When I was a boy reading about the prospects of intelligent life on other planets, I came to the conclusion that it was likely that within a few decades mankind would receive radio signals from other worlds. I thought this was quite likely to occur before the end of the twentieth century. Authors such as Carl Sagan were making it sound like we could expect to pick up extraterrestrial radio signals before very long. Sagan kept telling people that there were a million extraterrestrial civilizations in our galaxy alone. With so many civilizations, how long could it be before we picked up a radio signal from one of them?
SETI scientists use radio telescopes like this one
But it is now the year 2016, and no such radio signal has been received. SETI (which stands for Search for Extraterrestrial Intelligence) is the term used for the scientific quest to detect extraterrestrials by looking for radio signals. SETI has been a flop thus far, a failed enterprise. So we don't often see SETI experts on our television screens. When we do see our SETI experts on television, it is often on television shows discussing UFO sightings. But this doesn't make sense, because there are several reasons why SETI experts make lousy commentators on UFO sightings.
The first reason is that being a SETI expert is in no way a qualification for saying anything about a UFO sighting. You might think otherwise, on the grounds that SETI experts “know extraterrestrials.” But they don't. If SETI ever pays off, and radio signals are received from some extraterrestrial civilization, then (after what may be a long period of deciphering and analysis) it may become true that SETI experts know something about extraterrestrials. But right now our SETI experts don't know a thing about extraterrestrials.
The radio search for extraterrestrials (SETI) involves a set of things that has nothing to do with UFO sightings. SETI experts know things such as big radio telescopes, computer search algorithms, which planets might be habitable, and natural and artificial radio sources. No such things come into play in UFO sightings. So a SETI expert is no more qualified to pontificate about a UFO sighting than your plumber or your hairdresser.

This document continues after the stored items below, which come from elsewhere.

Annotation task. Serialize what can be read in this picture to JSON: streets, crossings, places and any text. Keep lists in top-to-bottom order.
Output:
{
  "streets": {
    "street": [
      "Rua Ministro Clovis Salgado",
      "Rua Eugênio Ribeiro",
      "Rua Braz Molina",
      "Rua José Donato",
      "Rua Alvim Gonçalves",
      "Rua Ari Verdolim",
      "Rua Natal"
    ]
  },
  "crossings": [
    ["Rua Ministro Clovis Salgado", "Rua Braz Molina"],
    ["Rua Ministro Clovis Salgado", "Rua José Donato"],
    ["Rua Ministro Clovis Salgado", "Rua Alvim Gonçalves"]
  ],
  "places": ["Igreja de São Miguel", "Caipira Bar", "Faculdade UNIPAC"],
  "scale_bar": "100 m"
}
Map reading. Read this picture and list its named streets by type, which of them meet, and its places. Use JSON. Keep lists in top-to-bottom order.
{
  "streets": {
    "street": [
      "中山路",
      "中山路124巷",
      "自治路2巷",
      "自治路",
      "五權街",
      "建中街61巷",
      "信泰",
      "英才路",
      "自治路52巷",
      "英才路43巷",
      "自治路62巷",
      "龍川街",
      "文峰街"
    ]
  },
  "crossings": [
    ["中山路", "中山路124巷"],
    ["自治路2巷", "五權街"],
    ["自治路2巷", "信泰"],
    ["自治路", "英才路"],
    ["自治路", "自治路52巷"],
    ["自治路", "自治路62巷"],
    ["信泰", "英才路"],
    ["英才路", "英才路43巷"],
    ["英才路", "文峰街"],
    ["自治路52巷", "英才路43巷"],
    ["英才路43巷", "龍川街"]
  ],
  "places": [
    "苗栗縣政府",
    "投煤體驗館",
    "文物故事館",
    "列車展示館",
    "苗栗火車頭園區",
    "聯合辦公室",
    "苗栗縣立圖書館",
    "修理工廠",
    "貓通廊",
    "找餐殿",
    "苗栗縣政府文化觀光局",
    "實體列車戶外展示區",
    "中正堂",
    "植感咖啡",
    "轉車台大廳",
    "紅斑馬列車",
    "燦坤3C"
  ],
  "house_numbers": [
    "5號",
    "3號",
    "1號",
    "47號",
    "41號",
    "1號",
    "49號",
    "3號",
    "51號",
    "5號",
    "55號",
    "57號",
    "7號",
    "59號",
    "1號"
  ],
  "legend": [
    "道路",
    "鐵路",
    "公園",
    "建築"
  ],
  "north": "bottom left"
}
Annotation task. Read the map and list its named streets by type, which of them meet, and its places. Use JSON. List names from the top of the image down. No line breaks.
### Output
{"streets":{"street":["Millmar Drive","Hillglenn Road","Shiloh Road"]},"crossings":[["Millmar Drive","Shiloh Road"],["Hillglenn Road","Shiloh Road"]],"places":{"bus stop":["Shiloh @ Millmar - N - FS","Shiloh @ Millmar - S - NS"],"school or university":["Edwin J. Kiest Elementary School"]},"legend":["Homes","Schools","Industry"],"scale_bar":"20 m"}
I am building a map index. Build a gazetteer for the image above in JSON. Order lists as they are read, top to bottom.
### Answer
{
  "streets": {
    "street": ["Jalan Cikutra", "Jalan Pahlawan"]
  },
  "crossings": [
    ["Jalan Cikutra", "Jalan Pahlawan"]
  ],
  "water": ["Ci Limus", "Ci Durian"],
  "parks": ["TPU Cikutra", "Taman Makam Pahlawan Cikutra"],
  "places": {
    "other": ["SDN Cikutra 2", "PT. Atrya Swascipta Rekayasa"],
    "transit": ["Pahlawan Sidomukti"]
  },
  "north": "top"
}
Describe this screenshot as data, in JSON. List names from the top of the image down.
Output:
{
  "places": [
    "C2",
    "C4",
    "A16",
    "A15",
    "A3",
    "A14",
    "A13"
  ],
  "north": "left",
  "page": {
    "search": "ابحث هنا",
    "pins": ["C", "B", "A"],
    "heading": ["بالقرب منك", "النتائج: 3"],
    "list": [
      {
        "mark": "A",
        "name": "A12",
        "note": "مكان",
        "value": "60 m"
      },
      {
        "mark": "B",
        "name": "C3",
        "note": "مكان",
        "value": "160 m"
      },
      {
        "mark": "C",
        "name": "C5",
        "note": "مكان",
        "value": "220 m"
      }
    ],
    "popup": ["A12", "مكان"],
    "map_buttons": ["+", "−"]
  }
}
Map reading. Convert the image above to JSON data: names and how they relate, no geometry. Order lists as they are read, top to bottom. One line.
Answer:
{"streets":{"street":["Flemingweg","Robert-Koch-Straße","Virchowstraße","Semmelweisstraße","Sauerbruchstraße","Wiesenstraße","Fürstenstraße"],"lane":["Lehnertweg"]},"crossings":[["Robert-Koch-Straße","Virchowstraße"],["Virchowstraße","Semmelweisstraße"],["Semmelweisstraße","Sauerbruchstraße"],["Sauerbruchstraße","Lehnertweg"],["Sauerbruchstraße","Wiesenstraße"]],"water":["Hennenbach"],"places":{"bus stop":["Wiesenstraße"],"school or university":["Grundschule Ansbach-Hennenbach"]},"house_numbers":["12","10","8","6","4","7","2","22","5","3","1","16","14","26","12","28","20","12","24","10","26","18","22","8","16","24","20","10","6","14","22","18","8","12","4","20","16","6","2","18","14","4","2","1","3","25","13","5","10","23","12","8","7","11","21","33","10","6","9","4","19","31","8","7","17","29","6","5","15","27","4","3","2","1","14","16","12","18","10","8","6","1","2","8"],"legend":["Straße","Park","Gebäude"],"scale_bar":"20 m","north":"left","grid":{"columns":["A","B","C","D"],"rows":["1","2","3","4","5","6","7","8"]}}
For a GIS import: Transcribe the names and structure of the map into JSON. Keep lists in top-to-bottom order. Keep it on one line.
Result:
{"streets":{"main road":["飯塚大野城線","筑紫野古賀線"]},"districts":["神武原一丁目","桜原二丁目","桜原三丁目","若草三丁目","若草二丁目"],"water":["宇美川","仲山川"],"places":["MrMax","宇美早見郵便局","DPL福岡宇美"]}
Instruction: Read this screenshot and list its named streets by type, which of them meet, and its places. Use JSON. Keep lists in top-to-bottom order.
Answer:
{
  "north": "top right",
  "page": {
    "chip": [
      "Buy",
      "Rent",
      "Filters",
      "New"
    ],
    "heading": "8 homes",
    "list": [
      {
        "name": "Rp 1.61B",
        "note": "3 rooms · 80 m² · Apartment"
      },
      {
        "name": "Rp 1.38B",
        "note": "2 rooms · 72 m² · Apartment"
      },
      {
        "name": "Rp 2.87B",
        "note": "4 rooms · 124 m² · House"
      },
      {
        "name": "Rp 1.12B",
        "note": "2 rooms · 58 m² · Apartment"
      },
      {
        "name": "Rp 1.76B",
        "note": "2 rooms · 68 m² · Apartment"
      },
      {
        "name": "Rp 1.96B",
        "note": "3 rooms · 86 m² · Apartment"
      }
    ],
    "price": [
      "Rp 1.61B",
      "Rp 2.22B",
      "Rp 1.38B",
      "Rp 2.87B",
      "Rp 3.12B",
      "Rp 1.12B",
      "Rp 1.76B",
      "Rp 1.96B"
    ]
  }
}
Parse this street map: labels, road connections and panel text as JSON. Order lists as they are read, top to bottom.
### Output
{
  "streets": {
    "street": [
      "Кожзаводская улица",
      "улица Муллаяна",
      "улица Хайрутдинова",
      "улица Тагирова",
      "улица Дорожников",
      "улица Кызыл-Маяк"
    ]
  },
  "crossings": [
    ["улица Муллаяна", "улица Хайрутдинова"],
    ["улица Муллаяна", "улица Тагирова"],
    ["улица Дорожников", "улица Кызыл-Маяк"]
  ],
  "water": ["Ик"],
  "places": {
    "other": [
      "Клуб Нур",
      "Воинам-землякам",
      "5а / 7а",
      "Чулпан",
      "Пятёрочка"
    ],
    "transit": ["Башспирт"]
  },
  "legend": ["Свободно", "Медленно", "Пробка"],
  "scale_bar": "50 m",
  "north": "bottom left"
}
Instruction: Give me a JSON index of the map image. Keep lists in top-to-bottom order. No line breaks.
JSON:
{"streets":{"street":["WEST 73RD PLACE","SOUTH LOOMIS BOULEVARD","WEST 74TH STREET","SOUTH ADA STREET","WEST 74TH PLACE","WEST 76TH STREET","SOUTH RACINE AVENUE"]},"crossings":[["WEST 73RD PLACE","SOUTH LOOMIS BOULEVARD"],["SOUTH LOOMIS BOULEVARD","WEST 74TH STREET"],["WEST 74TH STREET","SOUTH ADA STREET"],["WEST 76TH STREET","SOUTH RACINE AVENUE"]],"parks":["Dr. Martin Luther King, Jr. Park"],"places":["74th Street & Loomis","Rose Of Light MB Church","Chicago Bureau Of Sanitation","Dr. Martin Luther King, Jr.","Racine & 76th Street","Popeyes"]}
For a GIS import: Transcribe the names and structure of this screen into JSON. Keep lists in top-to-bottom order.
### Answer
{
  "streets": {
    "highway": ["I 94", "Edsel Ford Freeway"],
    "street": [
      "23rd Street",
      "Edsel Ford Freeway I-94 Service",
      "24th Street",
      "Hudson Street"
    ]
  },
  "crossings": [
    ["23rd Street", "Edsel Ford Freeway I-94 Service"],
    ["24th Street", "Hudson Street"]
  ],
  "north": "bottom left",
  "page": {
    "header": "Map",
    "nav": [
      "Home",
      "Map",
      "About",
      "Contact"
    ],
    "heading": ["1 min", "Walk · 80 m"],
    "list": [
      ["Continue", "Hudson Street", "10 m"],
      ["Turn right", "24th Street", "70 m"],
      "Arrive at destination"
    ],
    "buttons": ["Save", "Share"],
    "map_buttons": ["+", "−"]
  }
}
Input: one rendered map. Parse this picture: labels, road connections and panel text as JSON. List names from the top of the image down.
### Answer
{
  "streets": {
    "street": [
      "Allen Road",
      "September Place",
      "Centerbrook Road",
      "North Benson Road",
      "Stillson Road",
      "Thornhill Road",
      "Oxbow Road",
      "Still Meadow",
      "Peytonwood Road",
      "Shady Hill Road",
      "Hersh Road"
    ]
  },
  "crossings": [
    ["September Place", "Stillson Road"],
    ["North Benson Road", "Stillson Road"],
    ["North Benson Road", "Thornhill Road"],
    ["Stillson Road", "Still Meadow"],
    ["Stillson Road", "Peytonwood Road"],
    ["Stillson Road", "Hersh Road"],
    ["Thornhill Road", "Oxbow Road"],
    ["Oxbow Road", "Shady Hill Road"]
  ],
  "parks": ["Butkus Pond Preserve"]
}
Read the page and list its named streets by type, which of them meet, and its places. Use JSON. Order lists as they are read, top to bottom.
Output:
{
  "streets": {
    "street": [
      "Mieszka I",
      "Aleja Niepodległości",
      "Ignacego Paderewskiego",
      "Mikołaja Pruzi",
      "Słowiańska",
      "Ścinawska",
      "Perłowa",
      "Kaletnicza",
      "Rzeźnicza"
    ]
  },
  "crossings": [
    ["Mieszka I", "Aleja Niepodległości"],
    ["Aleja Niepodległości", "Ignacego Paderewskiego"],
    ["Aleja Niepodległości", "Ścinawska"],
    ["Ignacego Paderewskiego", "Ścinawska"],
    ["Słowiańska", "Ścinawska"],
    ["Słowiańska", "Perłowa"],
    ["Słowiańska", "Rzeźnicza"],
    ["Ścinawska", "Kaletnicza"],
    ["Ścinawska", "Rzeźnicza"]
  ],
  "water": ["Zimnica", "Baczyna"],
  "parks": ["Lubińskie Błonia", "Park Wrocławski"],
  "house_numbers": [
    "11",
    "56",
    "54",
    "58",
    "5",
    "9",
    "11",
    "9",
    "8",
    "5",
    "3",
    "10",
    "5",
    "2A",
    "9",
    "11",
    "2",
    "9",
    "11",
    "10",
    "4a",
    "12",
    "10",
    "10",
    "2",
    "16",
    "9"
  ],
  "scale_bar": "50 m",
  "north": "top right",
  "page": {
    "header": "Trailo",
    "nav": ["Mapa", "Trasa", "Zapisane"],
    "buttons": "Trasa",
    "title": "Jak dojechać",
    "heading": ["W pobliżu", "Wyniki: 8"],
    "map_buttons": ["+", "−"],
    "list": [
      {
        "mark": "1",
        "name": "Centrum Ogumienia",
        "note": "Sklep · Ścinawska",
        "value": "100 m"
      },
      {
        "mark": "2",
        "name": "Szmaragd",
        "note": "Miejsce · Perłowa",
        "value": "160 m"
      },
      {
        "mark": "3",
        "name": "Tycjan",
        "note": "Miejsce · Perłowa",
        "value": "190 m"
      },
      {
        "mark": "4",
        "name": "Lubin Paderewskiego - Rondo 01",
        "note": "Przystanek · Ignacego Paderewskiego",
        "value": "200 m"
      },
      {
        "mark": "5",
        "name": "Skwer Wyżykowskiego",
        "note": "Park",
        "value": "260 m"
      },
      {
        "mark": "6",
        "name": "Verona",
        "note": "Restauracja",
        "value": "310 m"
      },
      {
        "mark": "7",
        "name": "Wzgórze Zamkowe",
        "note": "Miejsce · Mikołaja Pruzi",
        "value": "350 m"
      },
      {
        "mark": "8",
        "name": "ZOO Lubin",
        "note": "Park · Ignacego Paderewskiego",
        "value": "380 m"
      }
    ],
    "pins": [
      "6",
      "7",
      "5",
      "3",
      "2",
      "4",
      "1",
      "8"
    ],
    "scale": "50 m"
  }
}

A second reason why SETI experts make lousy UFO commentators is that it seems whenever SETI experts talk about UFO sightings, they seem to show no evidence of having researched the facts about the sightings, and resort instead to lazy armchair reasoning that might occur to anyone. In this way they follow a kind of rule of laziness typically followed by scientists trying to debunk ideas that may be taboo in their little tribe of scientists. Similarly, 95% of scientists making dismissive comments about extrasensory perception (ESP) or life after death show no sign of having researched the evidence for such things.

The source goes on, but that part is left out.